TASK REQUIREMENTS → Check which lines in the records hold "after" and report how many there are, with no other text.

(Stored records)
Start of Block

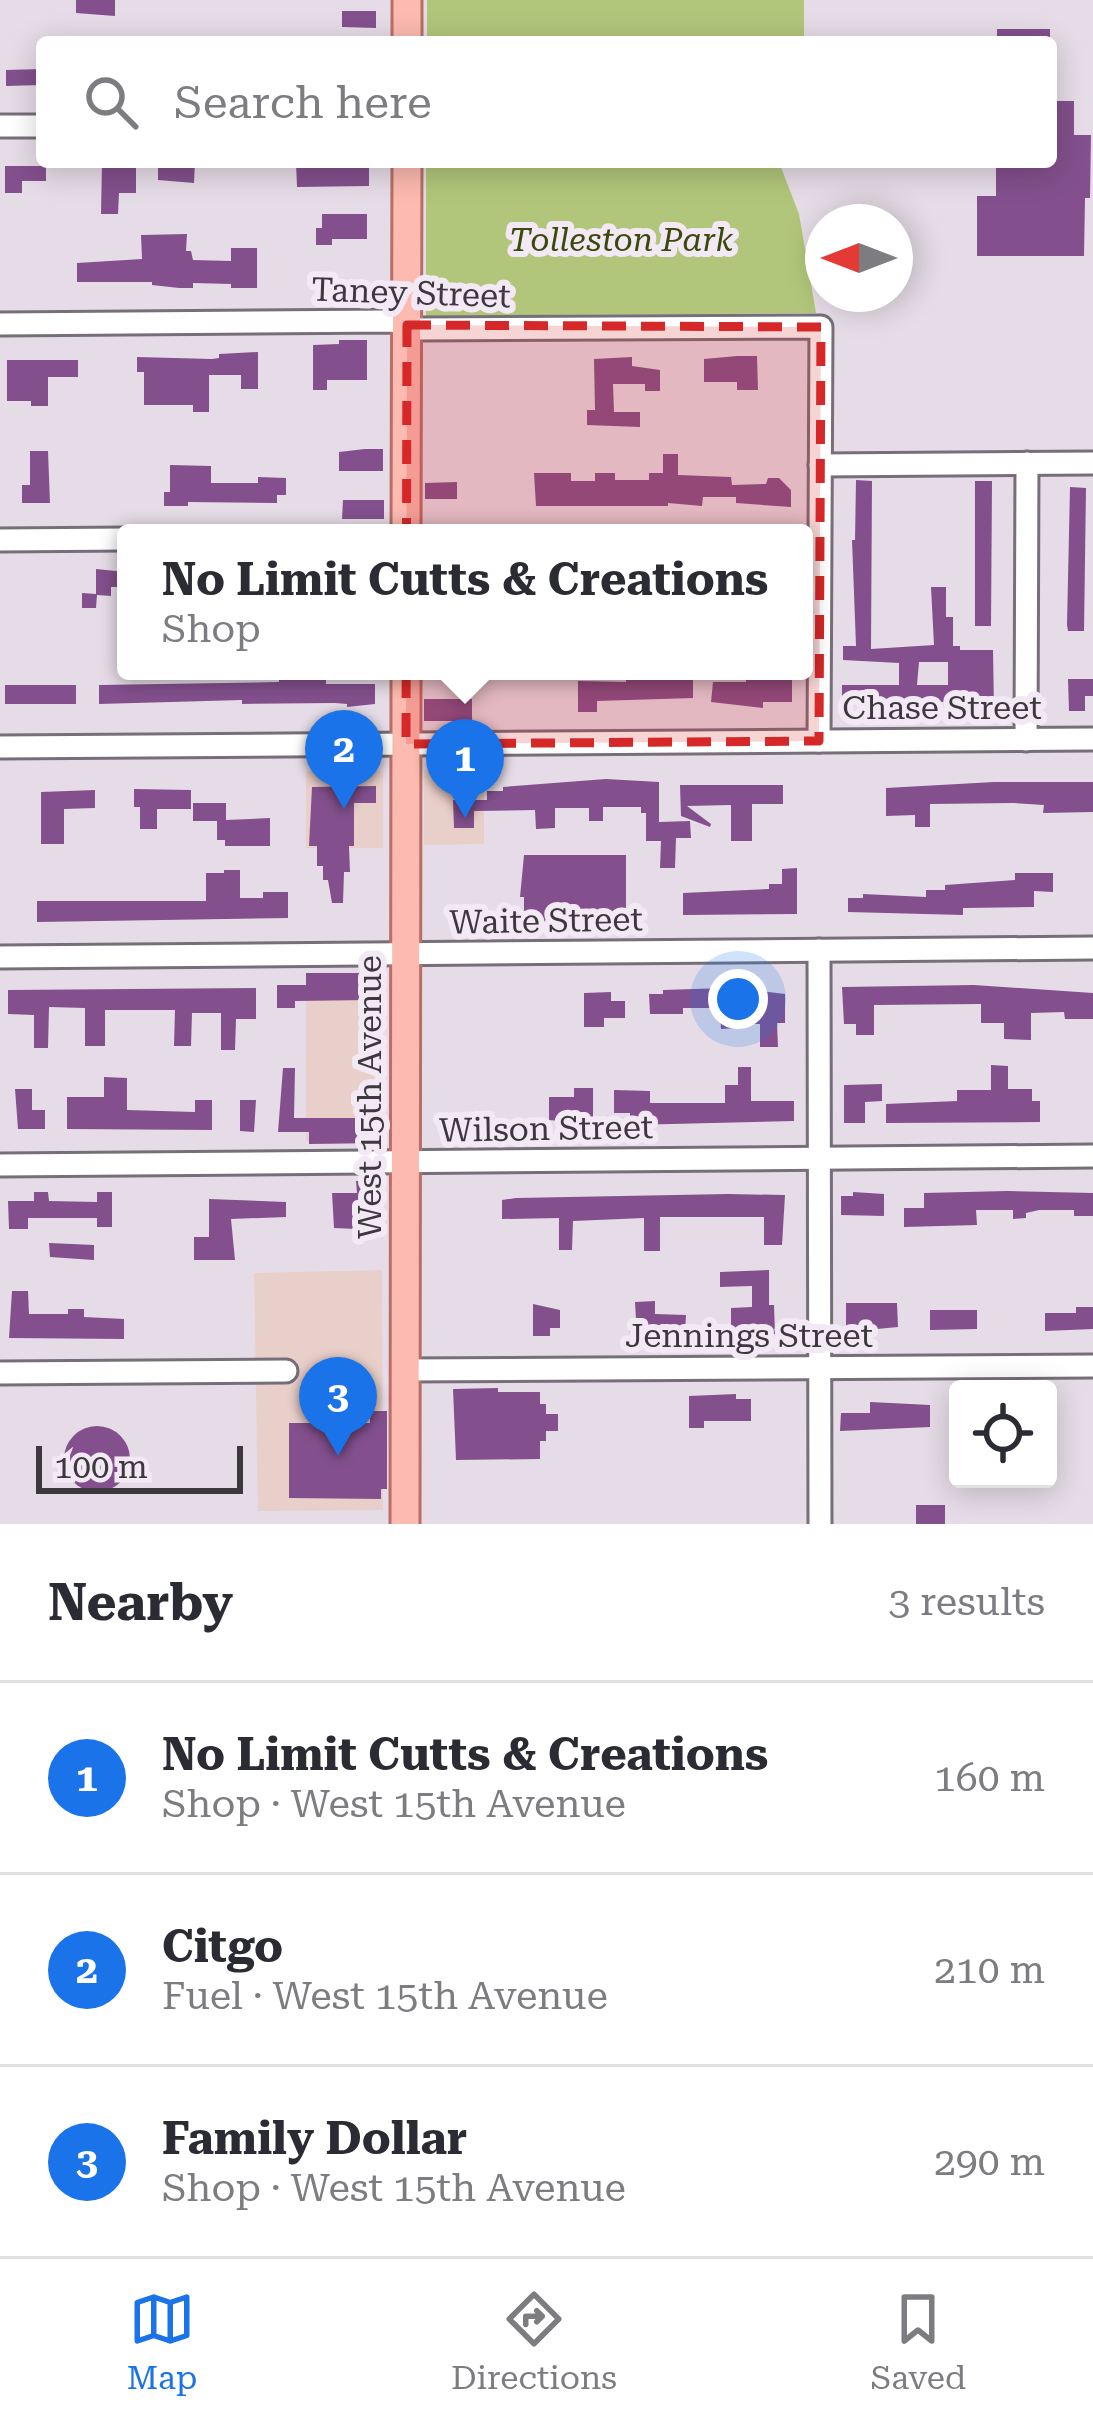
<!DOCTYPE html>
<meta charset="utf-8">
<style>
body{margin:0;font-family:"Roboto Serif",serif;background:#f2f2f3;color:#2b2b33}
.controls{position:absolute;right:36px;bottom:36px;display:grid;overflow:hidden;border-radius:12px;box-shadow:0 6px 30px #0003}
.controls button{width:108px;height:108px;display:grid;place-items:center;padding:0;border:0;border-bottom:3px solid #e1e1e2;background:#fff;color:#2b2b33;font:60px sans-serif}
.compass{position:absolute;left:805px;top:204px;width:108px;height:108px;border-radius:50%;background:#fff;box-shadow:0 6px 30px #0003;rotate:270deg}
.scale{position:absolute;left:36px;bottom:30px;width:207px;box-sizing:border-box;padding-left:12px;border:6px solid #3c383d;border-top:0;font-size:33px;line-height:42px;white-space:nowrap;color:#3c383d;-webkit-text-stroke:9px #f3e9f5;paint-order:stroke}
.you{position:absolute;left:738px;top:999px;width:42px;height:42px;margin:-30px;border:9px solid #fff;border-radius:50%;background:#1a73e8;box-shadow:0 0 0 18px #1a73e833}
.badge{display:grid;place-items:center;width:78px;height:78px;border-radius:50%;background:#1a73e8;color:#fff;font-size:39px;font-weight:700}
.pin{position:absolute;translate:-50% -99px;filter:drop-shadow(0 3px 6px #0008)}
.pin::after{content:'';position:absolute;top:63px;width:42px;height:36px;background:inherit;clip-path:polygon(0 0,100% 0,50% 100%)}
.popup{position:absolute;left:117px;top:524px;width:696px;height:156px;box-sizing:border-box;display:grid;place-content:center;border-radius:12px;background:#fff;filter:drop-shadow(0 3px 9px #0005);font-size:39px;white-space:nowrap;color:#7c7c81}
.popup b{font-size:45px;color:#2b2b33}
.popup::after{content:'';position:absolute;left:50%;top:100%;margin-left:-24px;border:24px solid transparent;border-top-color:#fff}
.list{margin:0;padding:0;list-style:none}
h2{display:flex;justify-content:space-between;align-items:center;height:156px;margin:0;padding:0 48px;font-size:51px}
h2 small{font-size:39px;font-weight:400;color:#7c7c81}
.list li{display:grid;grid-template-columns:78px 1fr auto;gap:36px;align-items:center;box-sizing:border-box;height:192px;padding:0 48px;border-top:3px solid #e1e1e2}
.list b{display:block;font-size:45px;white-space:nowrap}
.list p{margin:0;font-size:39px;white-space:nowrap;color:#7c7c81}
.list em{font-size:39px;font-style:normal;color:#7c7c81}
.icon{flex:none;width:66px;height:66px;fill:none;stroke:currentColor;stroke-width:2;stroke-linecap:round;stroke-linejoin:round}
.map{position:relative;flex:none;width:1093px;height:1524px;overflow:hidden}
.search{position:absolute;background:#fff;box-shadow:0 6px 30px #0003;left:36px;right:36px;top:36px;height:132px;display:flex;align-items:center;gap:30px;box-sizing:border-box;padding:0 42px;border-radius:12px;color:#7c7c81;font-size:45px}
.sheet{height:732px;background:#fff}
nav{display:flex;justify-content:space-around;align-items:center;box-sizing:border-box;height:168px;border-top:3px solid #e1e1e2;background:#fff;font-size:33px;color:#7c7c81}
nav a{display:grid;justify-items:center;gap:6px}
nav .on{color:#1a73e8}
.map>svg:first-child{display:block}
.commercial{fill:#e9cfca}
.green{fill:#b1c67a}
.building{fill:#83508d;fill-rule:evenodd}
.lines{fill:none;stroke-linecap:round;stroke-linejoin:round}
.minor-casing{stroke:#766e78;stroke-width:27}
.major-casing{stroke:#b86f65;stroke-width:33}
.minor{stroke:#fff;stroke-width:21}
.major{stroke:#fcbab0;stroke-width:27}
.marked{fill:#d62828;fill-opacity:0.2;stroke:#d62828;stroke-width:9;stroke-dasharray:24 15;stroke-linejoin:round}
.labels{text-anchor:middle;stroke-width:12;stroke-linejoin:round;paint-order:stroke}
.park-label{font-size:33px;font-style:italic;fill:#3c490b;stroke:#f3e9f5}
.street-label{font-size:33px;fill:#3c383d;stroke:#f3e9f5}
</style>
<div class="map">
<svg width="1093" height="1524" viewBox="0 0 1093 1524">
<rect width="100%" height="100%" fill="#e6dce7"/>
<g class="commercial">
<path d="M424,770H484V844L424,845Z"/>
<rect x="306" y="771" width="77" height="77"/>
<path d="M306,973H382L383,1138L306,1141Z"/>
<path d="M382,1270L383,1510L258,1511L254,1273Z"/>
</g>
<g class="green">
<rect x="427" y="0" width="377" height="42"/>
<path d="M426,162H779L799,214L816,313L426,316Z"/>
</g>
<g class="building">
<path d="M76,0H115V16L76,13Z"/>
<path d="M342,11H376V28L342,27Z"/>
<rect x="997" y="29" width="53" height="13"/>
<path d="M42,69V85L6,86V70Z"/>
<path d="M1051,101H1074V135H1091L1090,198H1085L1084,256H977V196H996V162H1051Z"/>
<path d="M102,162H136V193H119L118,214H101Z"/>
<path d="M158,162H195L194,183L158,180Z"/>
<path d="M296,162H369V186L297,187Z"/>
<path d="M5,166H46V181H22V193H5Z"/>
<path d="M322,214H367V239H332V245H316V228H322Z"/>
<path d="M187,234L186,251H191L193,260L231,261V248H257V288H231V284L193,283V288H179L152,285V282H77V263L142,259L141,235Z"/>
<path d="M339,340H367V380H327V390H313V345L339,344Z"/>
<path d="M258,352V389H241V375H209V412H193V405H144V372H137V357L212,359L219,358V354Z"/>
<path d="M737,356H757L758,390H737V382H704V359Z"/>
<path d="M632,357V366L660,370V391H645V384H613L614,412H640V427L587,425V410H595L594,359Z"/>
<path d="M7,360H78V377H48V406H31V401H7Z"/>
<path d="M365,449H383V471H339V452Z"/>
<path d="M30,451H48L50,503H22V485H30Z"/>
<path d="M663,454H678V475L731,477L732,485L766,484L768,478H779L791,490V507L736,503V497H703L702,506L668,503V506H536L534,473H571V481H595V473H615V480H649V473H663Z"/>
<path d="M170,465L211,466V483H258V477L286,478V495H277V503L188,502V506H164V492H170Z"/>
<path d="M856,480L872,481L871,649L934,645L931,587H946V617H953V646H960V650H993L994,709H970V704L953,702L842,701V685H899V663L843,660V646H856L852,540H855ZM919,662H948V685H917Z"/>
<path d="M975,481H992L991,626H975Z"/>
<path d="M457,482V499H425V483Z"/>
<path d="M1070,487L1086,488L1084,631H1068L1067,625Z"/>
<path d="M343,500H384V519H342Z"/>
<path d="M96,569L126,572V587H111V596L97,595L96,608H82V593L96,594Z"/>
<path d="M279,671H326V684H375V704L347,707V704L335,703L242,704V700L99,704V685L279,682Z"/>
<path d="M626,671H693V698L597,701V712H578V681L626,682Z"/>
<path d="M775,671H792V702H763V708L711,702L713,682H746V674Z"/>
<path d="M1068,679H1093V696H1085V711H1069Z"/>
<rect x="5" y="685" width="71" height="19"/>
<rect x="424" y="699" width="48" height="22"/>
<path d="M606,779L659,782V822L690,821L691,838H676L675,868H660L661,841H646V813H641V807H603V821H589V808H555V828L536,829L535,810L474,811V828H454L453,800H487V791H503V787Z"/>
<path d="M994,782H1093V812L1043,813L1044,805L1013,803L930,804V827H915V815L886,816V788Z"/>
<path d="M680,785H783V804H752V841H731V805L687,806L711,824L710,827L681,816Z"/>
<path d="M376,786V803H354V846H349L350,872H344L343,903H332L328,880H323V866H317V846H309L312,787Z"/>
<path d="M134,789L191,790V809H157V829H140V807H134Z"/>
<path d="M95,790V808L64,809V844H41V792Z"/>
<path d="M193,803H226V820L270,818V846H225V840H217V821H193Z"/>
<path d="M524,855H626V914L602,917V925L536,923L524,911V897H520Z"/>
<path d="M797,868V914L683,915V893L769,889V884H782V869Z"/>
<path d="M224,870H240V898H263V892H288V918L37,922V901H206V873H224Z"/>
<path d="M1015,873H1053V892L1034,891V907L963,908V915L848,912V898H863V894L926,897V890H945V885L1015,880Z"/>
<path d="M306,973H385L383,1016H370V1000L295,1001V1008H277V985H306Z"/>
<path d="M974,985L1093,993V1019H1065L1064,1012L1031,1013V1040L1004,1039V1023H981V1004L874,1005V1035H856V1024H844L842,987Z"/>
<path d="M256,988V1019H236L235,1050H221V1013H192L191,1046H174L175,1010H105V1046H85V1008L49,1007L48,1048H34V1015L8,1014V990Z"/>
<path d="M725,988V1008H683V1014H650L649,994H663V990Z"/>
<path d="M751,990L785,994V1023H777L778,1047H760V1024H736V1028L721,1029L720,1012L751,1011Z"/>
<path d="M611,992V1001H625V1018H604V1027H584V993Z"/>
<path d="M991,1065L1008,1066V1089H1032V1101H1040V1122L886,1123V1104L957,1101V1090H991Z"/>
<path d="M738,1067H751V1101H794V1121L630,1125V1113H614V1090L650,1091V1103H725V1085H738Z"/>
<path d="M283,1068H295L294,1118H382L383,1143L309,1144V1132H278Z"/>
<path d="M104,1077L127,1078V1110L195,1112V1100H212V1130L67,1129V1097H104Z"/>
<path d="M882,1084V1101L865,1102V1123H844V1085Z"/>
<path d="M574,1088H593V1120H580V1123L549,1120V1097H574Z"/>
<path d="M15,1089H32V1110H45V1129H18Z"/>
<path d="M240,1100H256L254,1132L240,1131Z"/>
<path d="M356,1181H371L374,1208H380V1230L334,1228L332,1193H357Z"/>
<path d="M1007,1191L1093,1193V1216H1074V1210H1039L1026,1213V1218L1013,1219V1210H976L977,1225L904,1227V1208H924V1193Z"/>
<path d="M34,1192H48L49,1201L97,1202V1192H112V1227H97V1218H28V1229H9L8,1201H34Z"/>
<path d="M853,1192L884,1194V1216L841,1215V1196H853Z"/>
<path d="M728,1194L785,1195L782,1245H764V1217H660V1251H644V1218L573,1221L572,1250H559V1218L502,1219V1200L516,1198Z"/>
<path d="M209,1199L286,1202V1217L231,1219L235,1260H194V1237H209Z"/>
<path d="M49,1243L94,1245V1260L50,1257Z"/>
<path d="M769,1270V1305H774L775,1334L731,1333V1308L752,1307V1286L720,1287V1272Z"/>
<path d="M12,1291H28L29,1314H68V1309H84V1317L124,1319V1339L9,1338Z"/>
<path d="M655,1301V1314L686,1315L685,1333L630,1334L629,1319H636L635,1302Z"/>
<path d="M846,1303H897L898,1327L846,1332Z"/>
<path d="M533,1304L560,1310V1328H550V1336H533Z"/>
<path d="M1076,1307H1093V1329L1045,1331V1313H1076Z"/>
<path d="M930,1310H977V1329L930,1330Z"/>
<path d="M498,1388V1392H540V1404H546V1414H558V1431H546V1441H540V1459L456,1460L453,1389Z"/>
<path d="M736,1394V1399H751V1421H704V1428H689V1396Z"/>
<path d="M870,1402L930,1405V1427L840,1431L841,1413H870Z"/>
<path d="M370,1411H387V1489H381V1499L289,1498V1423H370Z"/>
<circle cx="97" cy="1459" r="33"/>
<rect x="916" y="1505" width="29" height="19"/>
</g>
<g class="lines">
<defs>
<g id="minor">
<path d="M0,126H42"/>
<path d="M0,324L392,321L420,329L821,327L819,741"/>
<path d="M820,465L1093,463"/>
<path d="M0,540L126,539"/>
<path d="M1026,740L1027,463"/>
<path d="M0,747L1093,739"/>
<path d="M819,950L820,1524"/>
<path d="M0,957L1093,948"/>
<path d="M0,1165L1093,1156"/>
<path d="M405,1370L1093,1366"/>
<path d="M0,1373L286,1371"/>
</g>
<g id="major">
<path d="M407,0V42"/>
<path d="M406,533L407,162"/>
<path d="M405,1524L406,671"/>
</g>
</defs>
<use href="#minor" class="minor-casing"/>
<use href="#major" class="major-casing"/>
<use href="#minor" class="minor"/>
<use href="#major" class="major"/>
</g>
<path class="marked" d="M407,325L821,327L819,741L406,744Z"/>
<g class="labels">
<g class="park-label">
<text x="621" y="251">Tolleston Park</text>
</g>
<g class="street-label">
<text transform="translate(411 292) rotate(2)" y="12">Taney Street</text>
<text x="942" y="719">Chase Street</text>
<text transform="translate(546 920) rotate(-1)" y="12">Waite Street</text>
<text transform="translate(369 1097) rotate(-90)" y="12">West 15th Avenue</text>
<text transform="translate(546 1128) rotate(-1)" y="12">Wilson Street</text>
<text x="749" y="1347">Jennings Street</text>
</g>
</g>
</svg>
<div class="controls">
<button><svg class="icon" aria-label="locate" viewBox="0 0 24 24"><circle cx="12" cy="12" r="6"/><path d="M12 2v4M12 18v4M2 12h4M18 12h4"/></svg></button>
</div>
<svg class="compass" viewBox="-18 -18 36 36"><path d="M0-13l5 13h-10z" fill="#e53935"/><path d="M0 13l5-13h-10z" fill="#7c7c81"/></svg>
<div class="scale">100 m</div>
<div class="you"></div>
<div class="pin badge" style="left:465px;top:818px">1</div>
<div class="popup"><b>No Limit Cutts &amp; Creations</b>Shop</div>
<div class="pin badge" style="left:344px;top:809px">2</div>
<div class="pin badge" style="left:338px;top:1456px">3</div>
<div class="search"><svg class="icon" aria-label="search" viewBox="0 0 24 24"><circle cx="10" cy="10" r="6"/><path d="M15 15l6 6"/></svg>Search here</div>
</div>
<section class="sheet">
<h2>Nearby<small>3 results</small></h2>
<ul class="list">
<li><span class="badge">1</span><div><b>No Limit Cutts &amp; Creations</b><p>Shop · West 15th Avenue</p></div><em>160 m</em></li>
<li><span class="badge">2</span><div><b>Citgo</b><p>Fuel · West 15th Avenue</p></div><em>210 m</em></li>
<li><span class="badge">3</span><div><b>Family Dollar</b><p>Shop · West 15th Avenue</p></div><em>290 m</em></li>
</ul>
</section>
<nav>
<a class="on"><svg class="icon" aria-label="map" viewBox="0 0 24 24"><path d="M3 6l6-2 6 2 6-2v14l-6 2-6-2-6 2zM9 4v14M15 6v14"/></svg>Map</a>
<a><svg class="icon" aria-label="directions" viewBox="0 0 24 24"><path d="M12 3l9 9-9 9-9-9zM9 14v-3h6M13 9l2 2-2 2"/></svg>Directions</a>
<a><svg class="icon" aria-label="saved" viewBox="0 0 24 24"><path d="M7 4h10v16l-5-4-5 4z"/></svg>Saved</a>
</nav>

End of Block

ANSWER TO THE EXERCISE → 2